Nous avons également nos propres préférences esthétiques – certains d’entre nous peuvent préférer une lumière plus plate ou plus diffuse, en raison du lieu où nous demeurons (au nord par exemple) ou être prédisposé à voir et accepter une lumière plus contrastée, car nous habitons une région de la planète où la lumière est constamment plus dure, plus directe. Cependant je crois qu’il n’y a pas de lumière vraiment mauvaise, il n’y a que l’adéquation pour un sujet donné et un ensemble de préférences esthétiques. Pour bien comprendre cela je dois faire appel à quelques notions de physiques, mais rien de compliqué.
Je pense que le moyen le plus simple pour comprendre qu’une lumière est ni bonne ni mauvaise est de la décomposer en ses quatre caractéristiques de base: l’intensité, la directionnalité, la propagation et la couleur. Nous pourrons ainsi mieux comprendre qu’une lumière est objectivement ni bonne ni mauvaise, mais plutôt le résultat d’une appréciation qualitative qui change selon les photographes. C’est important de bien comprendre cela car bien souvent elle limitera notre créativité, croyant être en présence d’une mauvaise lumière.
Quatre caractéristiques pour comprendre la lumière
1. L‘intensité est un proxy pour le contraste: quelle est la luminosité de votre source de lumière ? Donc, quelle est sa luminosité par rapport aux autres sources ambiantes ? Plus une source est intense, plus les ombres qu’elle produira seront nettes derrière votre sujet. Lorsque la source est si intense et que le contraste est tellement fort, qu’elle dépasse la plage dynamique d’un capteur, certaines parties de la scène seront en blanc ou en noir. Cela peut être un défaut si votre intention est de représenter clairement toutes les parties d’un sujet, mais cela peut également avoir une valeur artistique si vous souhaitez cacher ou obscurcir certains éléments.
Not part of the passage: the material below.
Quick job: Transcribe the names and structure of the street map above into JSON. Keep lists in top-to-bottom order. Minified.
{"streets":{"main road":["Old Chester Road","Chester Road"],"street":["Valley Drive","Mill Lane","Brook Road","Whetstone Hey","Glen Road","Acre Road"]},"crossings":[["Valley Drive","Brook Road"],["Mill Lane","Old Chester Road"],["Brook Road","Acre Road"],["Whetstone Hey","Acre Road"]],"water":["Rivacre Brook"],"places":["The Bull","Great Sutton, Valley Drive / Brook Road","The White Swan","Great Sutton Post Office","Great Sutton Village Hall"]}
2. La directionnalité décrit la diffusion: d’où vient la lumière? Une source est directionnelle lorsque tous les rayons lumineux proviennent d’un même point. Une source collimatée – par exemple l’embrasure d’une porte – est encore plus fortement directionnelle car elle est quasiment parallèle et seulement la lumière qui se déplace dans une direction sera perçue. Dans des situations plus pratiques, une source collimatée peut être le sol, le ciel ou l’embrasure d’une porte. Les ombres projetées sont fortes et la directionnalité est intense. Une source omnidirectionnelle sera au contraire diffuse derrière un objet. Il y a une directionnalité, lorsqu’il y a également une diffusion de 180 degrés devant un objet. Dans l’image ci-dessous, nous avons une source collimatée qui est très directionnelle. L’image d’ouverture de cet article est un autre exemple d’une source collimatée, mais elle est moins forte car le mur diffuse une certaines partie de la lumière.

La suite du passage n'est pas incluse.